Retiré de la vie politique et entrepreneur depuis plusieurs années, M. Montebourg confie "une vision, une analyse" et "chacun en fera ce qu'il voudra".

Il estime que la crise sanitaire fait éprouver aux Français "un sentiment d'humiliation": "en matière sanitaire notre Etat a été imprévoyant" et "incapable de faire face" alors que "notre pays s’est soudé dans son histoire à travers la construction d’un Etat fort qui unifie et protège".

Les "cures d’austérité" que l'Union européenne a "imposées" ont "détruit les services publics", "des décisions qui, aujourd’hui, se paient en morts dans nos hôpitaux et nos Ehpad", a dénoncé l'ancien ministre du Redressement productif.

Arnaud Montebourg s'est interrogé sur l'annonce par Emmanuel Macron de politiques de rupture à venir dans les prochains mois: "Le chef de l’Etat est-il le mieux placé pour mener une politique de patriotisme économique, après avoir laissé filer Alstom, Technip, Alcatel, et combien d’autres ? (...) A Bercy, lorsque j’ai proposé des nationalisations, Emmanuel Macron expliquait que l’on n'était +pas au Venezuela+ et aujourd'hui lui-même propose donc de +faire le Venezuela+".

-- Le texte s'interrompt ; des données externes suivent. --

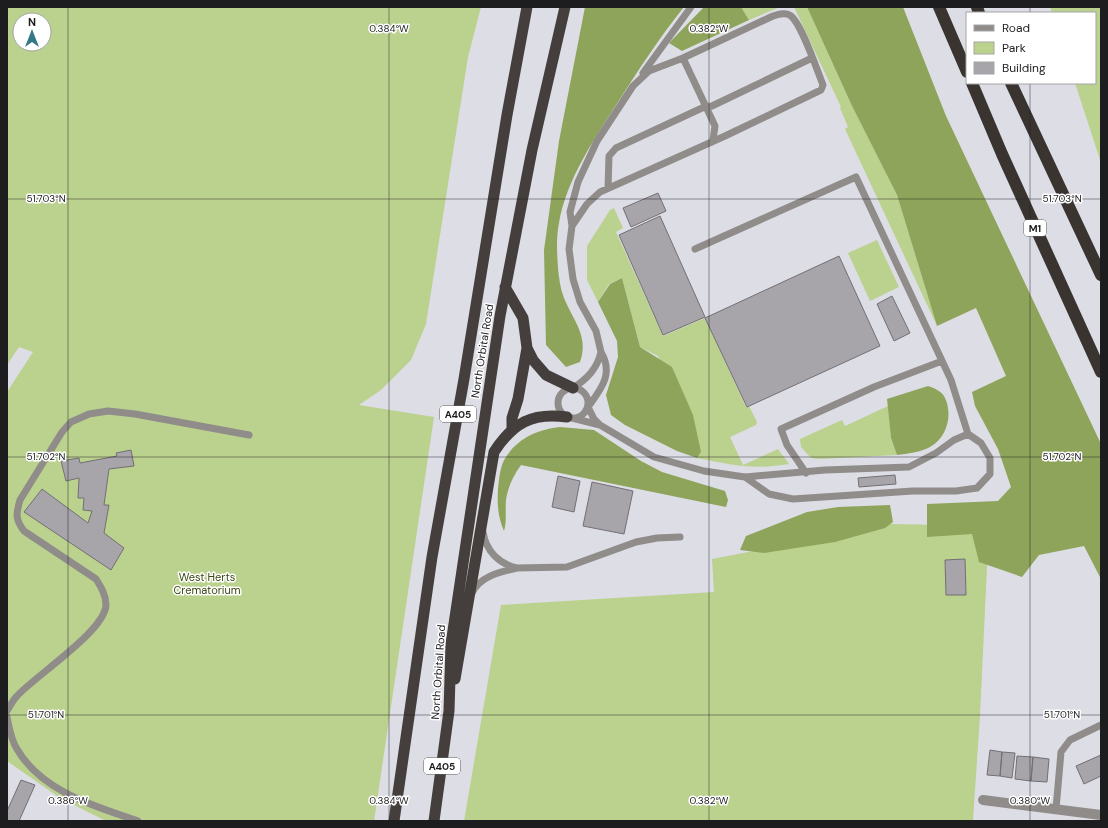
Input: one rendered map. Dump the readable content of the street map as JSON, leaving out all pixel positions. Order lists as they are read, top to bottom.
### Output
{
  "streets": {
    "highway": ["M1", "North Orbital Road", "A405"]
  },
  "crossings": [
    ["North Orbital Road", "A405"]
  ],
  "parks": ["West Herts Crematorium"],
  "legend": ["Road", "Park", "Building"],
  "north": "top",
  "coordinates": [
    "0.384°W",
    "0.382°W",
    "51.703°N",
    "51.702°N",
    "51.701°N",
    "0.386°W",
    "0.380°W"
  ]
}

M. Montebourg propose pour sa part "une reconstruction majeure de l'Etat", à l'organisation actuellement "obsolète", pour "affirmer nos intérêts collectifs face aux marchés".

Il prône la "reconquête de notre souveraineté au sens large: alimentaire, technique, numérique, énergétique", mais aussi une "reconstruction écologique": "le moins d'importations possible, une économie davantage tournée vers le marché intérieur continental, avec des bons salaires et de meilleurs prix pour rémunérer ceux qui produisent ici".

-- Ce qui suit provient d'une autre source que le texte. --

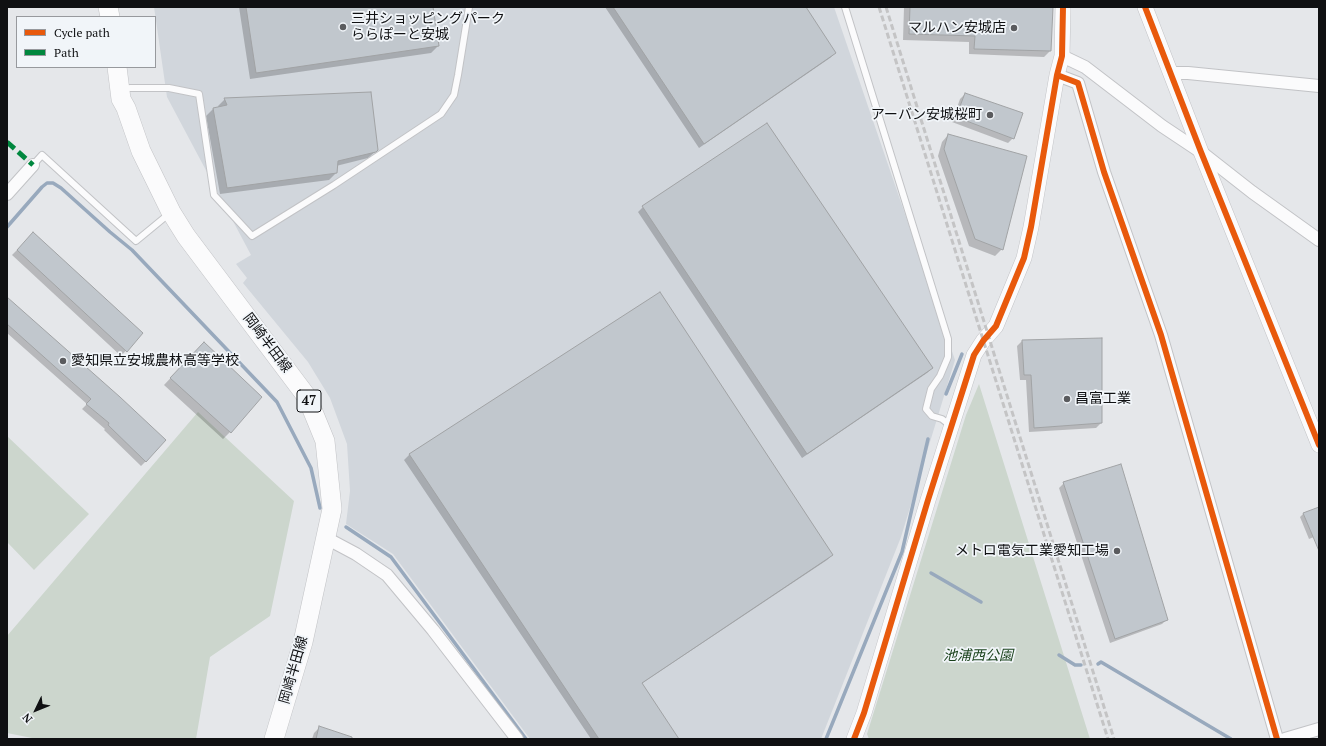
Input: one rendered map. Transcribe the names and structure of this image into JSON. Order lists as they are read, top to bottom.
{
  "streets": {
    "main road": ["岡崎半田線", "47"]
  },
  "parks": ["池浦西公園"],
  "places": [
    "三井ショッピングパーク ららぽーと安城",
    "マルハン安城店",
    "アーバン安城桜町",
    "愛知県立安城農林高等学校",
    "昌富工業",
    "メトロ電気工業愛知工場"
  ],
  "legend": ["Cycle path", "Path"],
  "north": "bottom left"
}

Arnaud Montebourg assume aussi de vouloir "faire tourner la planche à billets comme l'ont fait la Banque d’Angleterre et la Réserve fédérale américaine après la crise de 2008".

Le chef de file de La France insoumise Jean-Luc Mélenchon s'est réjoui dans un tweet, mercredi: "Passionnante interview d'Arnaud Montebourg. Je note la convergence des préoccupations, parfois au mot près ! Bravo."